• _Dataset entries_
================

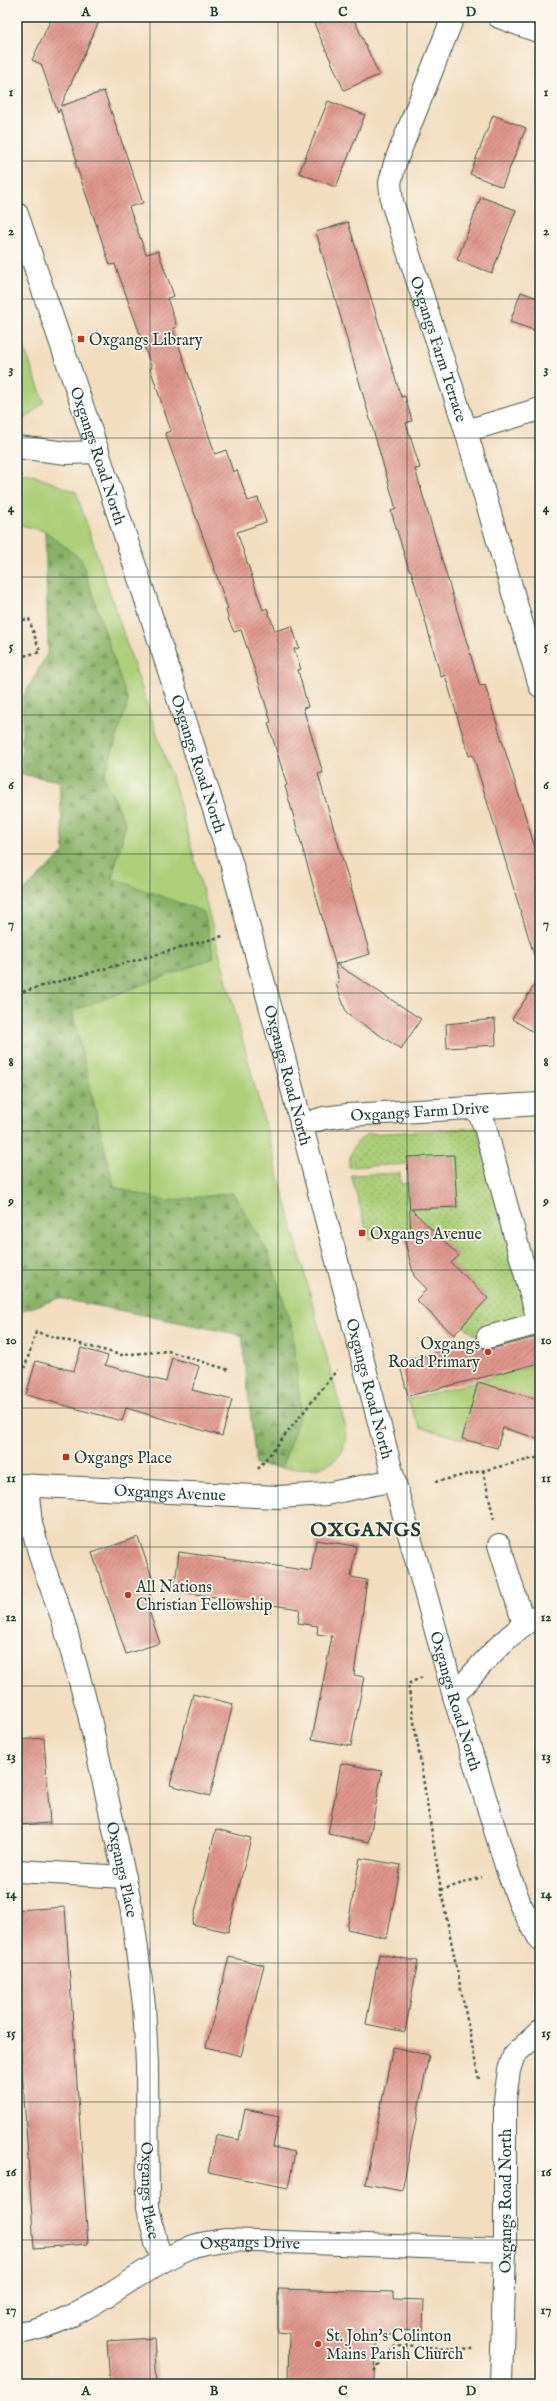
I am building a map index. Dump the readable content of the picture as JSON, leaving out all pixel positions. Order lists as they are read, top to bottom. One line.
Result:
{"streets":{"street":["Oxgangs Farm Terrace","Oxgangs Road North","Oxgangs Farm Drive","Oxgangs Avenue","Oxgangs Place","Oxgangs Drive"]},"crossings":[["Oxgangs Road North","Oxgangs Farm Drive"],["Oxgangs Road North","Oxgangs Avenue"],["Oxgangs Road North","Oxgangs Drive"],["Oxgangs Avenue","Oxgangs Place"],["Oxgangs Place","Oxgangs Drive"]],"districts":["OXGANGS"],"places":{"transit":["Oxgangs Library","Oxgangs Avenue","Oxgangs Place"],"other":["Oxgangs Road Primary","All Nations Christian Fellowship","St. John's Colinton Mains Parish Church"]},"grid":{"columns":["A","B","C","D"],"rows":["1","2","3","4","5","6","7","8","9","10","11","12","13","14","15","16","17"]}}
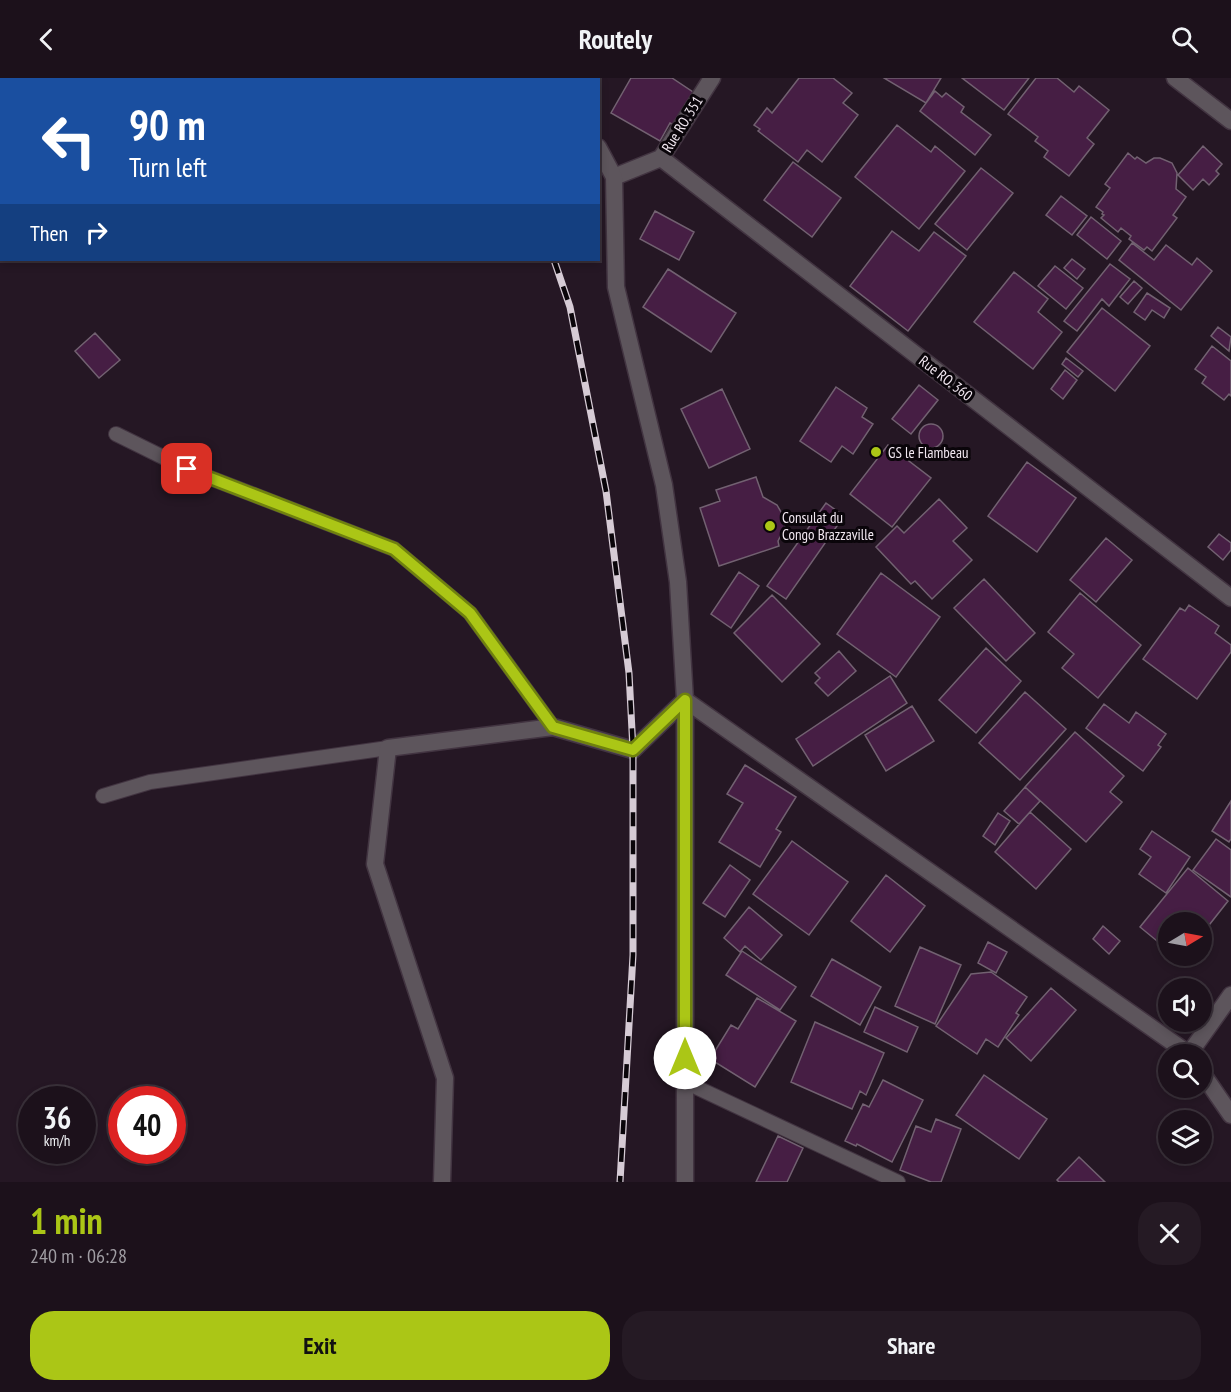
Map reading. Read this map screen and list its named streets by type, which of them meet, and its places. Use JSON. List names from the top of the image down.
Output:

================

• _ASSIGNED TASK_
Each of the entries above must be copied exactly, but the pictures stay out.

• _SOLUTION FOR THIS PROBLEM_
I am building a map index. Dump the readable content of the picture as JSON, leaving out all pixel positions. Order lists as they are read, top to bottom. One line.
Result:
{"streets":{"street":["Oxgangs Farm Terrace","Oxgangs Road North","Oxgangs Farm Drive","Oxgangs Avenue","Oxgangs Place","Oxgangs Drive"]},"crossings":[["Oxgangs Road North","Oxgangs Farm Drive"],["Oxgangs Road North","Oxgangs Avenue"],["Oxgangs Road North","Oxgangs Drive"],["Oxgangs Avenue","Oxgangs Place"],["Oxgangs Place","Oxgangs Drive"]],"districts":["OXGANGS"],"places":{"transit":["Oxgangs Library","Oxgangs Avenue","Oxgangs Place"],"other":["Oxgangs Road Primary","All Nations Christian Fellowship","St. John's Colinton Mains Parish Church"]},"grid":{"columns":["A","B","C","D"],"rows":["1","2","3","4","5","6","7","8","9","10","11","12","13","14","15","16","17"]}}
Map reading. Read this map screen and list its named streets by type, which of them meet, and its places. Use JSON. List names from the top of the image down.
Output:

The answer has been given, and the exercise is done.